Scan the entries for the word "labels" and return every line that has it.

Stored items from a collection:
+---+
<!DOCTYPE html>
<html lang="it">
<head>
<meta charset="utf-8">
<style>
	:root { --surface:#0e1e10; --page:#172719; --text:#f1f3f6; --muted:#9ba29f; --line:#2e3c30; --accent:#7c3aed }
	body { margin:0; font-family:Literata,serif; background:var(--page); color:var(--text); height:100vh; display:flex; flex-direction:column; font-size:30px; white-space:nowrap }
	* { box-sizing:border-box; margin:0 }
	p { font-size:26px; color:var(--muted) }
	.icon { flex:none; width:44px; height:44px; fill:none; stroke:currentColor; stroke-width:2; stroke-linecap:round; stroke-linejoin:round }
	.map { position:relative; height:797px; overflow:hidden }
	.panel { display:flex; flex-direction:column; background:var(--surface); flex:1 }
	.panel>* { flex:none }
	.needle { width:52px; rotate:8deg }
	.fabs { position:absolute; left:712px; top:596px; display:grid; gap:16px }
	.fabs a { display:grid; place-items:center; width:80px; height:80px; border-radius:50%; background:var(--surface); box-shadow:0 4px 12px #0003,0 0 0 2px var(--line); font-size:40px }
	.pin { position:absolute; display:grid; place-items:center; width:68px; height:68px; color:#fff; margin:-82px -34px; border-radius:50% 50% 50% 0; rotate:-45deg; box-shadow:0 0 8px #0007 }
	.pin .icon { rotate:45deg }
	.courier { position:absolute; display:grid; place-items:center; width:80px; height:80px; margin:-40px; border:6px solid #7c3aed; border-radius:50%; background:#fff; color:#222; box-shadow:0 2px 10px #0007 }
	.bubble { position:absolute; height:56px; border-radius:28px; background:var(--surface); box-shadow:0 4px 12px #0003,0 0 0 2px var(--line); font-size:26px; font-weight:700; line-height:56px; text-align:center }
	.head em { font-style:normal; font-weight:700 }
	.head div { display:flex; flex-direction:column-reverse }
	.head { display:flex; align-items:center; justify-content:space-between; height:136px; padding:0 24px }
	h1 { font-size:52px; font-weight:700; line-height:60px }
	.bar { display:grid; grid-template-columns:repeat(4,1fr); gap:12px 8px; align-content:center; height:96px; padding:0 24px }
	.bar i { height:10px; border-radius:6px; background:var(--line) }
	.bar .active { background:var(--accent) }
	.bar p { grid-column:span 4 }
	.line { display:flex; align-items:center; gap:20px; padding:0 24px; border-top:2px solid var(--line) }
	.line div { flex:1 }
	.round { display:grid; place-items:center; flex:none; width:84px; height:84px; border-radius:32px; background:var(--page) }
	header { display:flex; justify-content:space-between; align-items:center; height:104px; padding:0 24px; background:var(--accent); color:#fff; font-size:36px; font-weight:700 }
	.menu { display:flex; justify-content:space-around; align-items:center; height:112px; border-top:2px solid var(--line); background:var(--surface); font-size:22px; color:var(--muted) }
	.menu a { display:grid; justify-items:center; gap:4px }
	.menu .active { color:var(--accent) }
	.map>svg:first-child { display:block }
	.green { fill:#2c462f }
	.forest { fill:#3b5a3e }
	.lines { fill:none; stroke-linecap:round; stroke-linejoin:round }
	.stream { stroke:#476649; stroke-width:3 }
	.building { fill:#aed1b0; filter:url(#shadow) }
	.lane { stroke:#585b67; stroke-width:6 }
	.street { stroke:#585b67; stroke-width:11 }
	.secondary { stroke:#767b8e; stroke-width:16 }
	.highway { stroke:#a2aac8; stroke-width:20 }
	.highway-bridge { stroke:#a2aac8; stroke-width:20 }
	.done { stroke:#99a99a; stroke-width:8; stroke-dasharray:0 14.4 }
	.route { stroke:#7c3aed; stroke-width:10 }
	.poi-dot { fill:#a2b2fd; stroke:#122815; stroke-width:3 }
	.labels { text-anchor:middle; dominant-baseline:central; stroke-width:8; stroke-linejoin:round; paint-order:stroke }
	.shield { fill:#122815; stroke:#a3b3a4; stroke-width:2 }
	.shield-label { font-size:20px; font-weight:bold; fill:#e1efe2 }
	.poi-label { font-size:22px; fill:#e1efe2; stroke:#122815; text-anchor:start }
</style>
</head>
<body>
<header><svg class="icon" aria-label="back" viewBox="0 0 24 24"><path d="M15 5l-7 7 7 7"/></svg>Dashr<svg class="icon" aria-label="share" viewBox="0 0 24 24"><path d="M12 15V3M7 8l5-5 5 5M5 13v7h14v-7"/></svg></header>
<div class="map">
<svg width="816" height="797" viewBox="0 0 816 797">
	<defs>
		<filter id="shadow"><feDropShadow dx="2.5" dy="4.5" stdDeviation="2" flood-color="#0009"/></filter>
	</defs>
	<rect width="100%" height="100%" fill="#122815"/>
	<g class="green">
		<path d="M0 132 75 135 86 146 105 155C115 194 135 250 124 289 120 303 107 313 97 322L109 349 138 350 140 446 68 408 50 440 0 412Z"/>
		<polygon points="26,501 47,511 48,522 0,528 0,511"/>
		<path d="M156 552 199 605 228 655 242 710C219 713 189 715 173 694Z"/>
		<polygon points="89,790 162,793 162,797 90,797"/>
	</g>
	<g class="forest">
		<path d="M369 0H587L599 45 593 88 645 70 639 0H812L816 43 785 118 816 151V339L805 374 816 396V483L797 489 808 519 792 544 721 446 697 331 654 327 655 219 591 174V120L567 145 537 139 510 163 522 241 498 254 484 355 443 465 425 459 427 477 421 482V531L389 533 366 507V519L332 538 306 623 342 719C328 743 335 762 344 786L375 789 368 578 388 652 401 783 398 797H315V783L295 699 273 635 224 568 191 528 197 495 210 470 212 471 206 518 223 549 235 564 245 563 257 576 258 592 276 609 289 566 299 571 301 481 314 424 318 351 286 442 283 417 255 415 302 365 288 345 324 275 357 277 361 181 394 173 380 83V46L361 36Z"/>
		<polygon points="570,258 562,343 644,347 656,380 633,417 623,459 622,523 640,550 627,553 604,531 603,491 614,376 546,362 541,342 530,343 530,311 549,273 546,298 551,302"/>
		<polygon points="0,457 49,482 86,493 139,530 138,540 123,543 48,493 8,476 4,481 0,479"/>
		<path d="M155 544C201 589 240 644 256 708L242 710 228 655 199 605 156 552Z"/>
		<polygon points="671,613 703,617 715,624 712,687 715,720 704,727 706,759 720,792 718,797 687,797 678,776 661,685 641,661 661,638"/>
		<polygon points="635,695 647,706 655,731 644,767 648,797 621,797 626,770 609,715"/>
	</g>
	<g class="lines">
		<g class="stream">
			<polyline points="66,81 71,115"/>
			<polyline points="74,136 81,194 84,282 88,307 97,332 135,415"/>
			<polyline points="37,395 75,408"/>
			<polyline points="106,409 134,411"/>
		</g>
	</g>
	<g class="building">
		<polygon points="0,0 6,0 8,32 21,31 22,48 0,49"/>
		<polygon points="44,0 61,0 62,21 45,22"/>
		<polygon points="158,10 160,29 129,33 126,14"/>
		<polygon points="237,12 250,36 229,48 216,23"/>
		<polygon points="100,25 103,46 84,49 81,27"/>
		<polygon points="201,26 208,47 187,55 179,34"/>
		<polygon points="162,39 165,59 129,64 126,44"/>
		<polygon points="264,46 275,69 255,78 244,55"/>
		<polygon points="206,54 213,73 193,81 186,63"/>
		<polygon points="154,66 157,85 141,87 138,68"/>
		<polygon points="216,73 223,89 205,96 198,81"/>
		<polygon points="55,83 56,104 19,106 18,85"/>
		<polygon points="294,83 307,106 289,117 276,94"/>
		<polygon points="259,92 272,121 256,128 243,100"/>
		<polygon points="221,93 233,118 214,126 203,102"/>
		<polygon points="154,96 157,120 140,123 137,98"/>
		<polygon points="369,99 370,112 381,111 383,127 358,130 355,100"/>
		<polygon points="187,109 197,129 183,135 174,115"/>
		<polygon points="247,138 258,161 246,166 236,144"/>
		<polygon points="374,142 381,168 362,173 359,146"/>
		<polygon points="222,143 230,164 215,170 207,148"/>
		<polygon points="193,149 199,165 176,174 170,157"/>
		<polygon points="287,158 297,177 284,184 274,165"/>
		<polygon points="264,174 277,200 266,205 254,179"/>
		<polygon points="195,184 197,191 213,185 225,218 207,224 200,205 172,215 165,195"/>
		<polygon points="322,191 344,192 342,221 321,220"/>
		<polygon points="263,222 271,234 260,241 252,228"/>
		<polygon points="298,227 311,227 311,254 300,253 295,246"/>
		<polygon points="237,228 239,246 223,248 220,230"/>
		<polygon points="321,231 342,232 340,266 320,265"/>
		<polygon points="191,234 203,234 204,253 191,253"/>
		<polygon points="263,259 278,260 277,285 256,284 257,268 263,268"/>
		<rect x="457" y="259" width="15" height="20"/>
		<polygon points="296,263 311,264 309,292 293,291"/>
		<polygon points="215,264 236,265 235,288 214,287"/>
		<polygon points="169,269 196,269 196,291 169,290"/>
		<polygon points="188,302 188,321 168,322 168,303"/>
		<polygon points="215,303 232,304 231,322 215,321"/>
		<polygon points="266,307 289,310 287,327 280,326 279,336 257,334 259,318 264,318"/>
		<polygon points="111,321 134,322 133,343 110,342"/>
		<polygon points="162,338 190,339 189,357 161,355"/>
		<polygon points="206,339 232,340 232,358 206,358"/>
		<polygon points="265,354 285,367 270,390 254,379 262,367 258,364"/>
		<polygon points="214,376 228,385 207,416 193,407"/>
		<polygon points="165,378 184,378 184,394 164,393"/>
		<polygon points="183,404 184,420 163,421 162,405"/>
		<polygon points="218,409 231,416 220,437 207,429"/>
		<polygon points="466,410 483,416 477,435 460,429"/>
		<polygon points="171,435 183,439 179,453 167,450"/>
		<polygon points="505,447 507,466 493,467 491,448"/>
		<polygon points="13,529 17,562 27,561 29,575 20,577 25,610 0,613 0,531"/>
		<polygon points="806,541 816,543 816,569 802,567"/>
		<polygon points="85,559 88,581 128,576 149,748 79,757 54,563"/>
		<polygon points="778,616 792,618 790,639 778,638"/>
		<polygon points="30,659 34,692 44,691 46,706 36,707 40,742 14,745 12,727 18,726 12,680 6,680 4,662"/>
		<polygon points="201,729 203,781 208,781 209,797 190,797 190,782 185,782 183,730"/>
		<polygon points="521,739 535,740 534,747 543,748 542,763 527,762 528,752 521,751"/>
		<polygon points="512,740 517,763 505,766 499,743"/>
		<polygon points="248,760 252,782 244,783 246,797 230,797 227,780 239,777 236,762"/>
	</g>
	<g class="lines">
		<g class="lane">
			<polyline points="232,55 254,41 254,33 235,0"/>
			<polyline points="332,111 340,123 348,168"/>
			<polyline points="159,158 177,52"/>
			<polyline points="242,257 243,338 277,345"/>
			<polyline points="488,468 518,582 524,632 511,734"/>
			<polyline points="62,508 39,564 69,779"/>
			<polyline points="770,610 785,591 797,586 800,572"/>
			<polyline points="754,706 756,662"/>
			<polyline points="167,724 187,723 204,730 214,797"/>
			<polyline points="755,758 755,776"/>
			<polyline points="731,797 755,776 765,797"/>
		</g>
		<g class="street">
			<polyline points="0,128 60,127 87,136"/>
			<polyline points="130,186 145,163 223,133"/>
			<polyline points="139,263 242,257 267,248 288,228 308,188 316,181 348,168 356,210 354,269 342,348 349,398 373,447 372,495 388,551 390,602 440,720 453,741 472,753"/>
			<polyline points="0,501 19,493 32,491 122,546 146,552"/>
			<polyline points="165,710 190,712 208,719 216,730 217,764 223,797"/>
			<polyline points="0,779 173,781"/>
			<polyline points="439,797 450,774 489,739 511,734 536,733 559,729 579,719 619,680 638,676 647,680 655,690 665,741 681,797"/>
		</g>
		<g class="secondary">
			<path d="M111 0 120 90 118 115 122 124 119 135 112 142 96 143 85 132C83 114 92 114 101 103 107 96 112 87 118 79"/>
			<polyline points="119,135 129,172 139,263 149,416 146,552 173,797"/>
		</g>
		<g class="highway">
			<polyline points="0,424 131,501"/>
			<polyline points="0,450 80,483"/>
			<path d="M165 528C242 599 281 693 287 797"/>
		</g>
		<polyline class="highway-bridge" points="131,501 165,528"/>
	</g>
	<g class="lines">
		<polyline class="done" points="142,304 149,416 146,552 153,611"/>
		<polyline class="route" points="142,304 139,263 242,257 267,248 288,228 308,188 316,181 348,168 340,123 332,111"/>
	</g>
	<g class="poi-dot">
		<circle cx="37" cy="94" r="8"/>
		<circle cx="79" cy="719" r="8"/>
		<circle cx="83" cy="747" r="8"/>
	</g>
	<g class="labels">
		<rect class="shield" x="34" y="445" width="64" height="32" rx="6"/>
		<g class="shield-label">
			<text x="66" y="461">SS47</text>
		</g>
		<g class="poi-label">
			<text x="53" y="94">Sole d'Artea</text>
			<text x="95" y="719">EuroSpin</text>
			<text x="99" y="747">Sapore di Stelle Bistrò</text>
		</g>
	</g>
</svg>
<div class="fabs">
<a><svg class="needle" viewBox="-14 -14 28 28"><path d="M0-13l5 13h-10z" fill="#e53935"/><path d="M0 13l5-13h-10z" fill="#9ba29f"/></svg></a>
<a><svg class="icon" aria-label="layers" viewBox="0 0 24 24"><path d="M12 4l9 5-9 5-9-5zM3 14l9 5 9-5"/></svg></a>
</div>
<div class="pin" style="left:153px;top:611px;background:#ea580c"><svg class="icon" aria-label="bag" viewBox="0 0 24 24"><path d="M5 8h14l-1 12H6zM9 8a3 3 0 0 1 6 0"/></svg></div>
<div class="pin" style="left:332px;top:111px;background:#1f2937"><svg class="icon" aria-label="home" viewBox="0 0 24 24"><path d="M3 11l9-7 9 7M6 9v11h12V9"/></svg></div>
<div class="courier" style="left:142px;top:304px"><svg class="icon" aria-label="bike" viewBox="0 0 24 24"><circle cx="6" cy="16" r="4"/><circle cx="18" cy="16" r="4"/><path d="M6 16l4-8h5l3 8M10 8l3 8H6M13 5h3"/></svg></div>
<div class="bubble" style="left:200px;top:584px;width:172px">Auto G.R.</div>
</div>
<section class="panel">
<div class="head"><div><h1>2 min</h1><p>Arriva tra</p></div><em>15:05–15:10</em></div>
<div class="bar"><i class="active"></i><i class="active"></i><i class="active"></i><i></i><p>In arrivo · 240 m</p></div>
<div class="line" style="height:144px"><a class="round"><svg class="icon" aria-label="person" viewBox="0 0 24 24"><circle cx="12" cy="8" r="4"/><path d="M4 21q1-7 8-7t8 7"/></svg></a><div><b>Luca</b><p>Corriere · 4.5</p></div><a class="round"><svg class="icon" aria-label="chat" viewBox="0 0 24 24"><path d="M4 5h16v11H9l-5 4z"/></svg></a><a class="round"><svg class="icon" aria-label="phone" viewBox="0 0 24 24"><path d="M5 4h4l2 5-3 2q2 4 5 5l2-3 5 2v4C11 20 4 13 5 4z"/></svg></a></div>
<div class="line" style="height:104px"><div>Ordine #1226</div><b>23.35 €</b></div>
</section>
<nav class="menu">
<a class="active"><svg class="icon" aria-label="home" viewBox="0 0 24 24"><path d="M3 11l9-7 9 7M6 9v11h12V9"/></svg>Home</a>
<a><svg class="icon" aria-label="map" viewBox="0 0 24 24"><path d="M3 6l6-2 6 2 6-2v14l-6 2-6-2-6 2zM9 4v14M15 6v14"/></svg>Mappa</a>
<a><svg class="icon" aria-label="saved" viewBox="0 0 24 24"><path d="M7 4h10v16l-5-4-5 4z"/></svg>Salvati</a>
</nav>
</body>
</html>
+---+
→ **RESULT OF THIS EXERCISE**
	.labels { text-anchor:middle; dominant-baseline:central; stroke-width:8; stroke-linejoin:round; paint-order:stroke }
	<g class="labels">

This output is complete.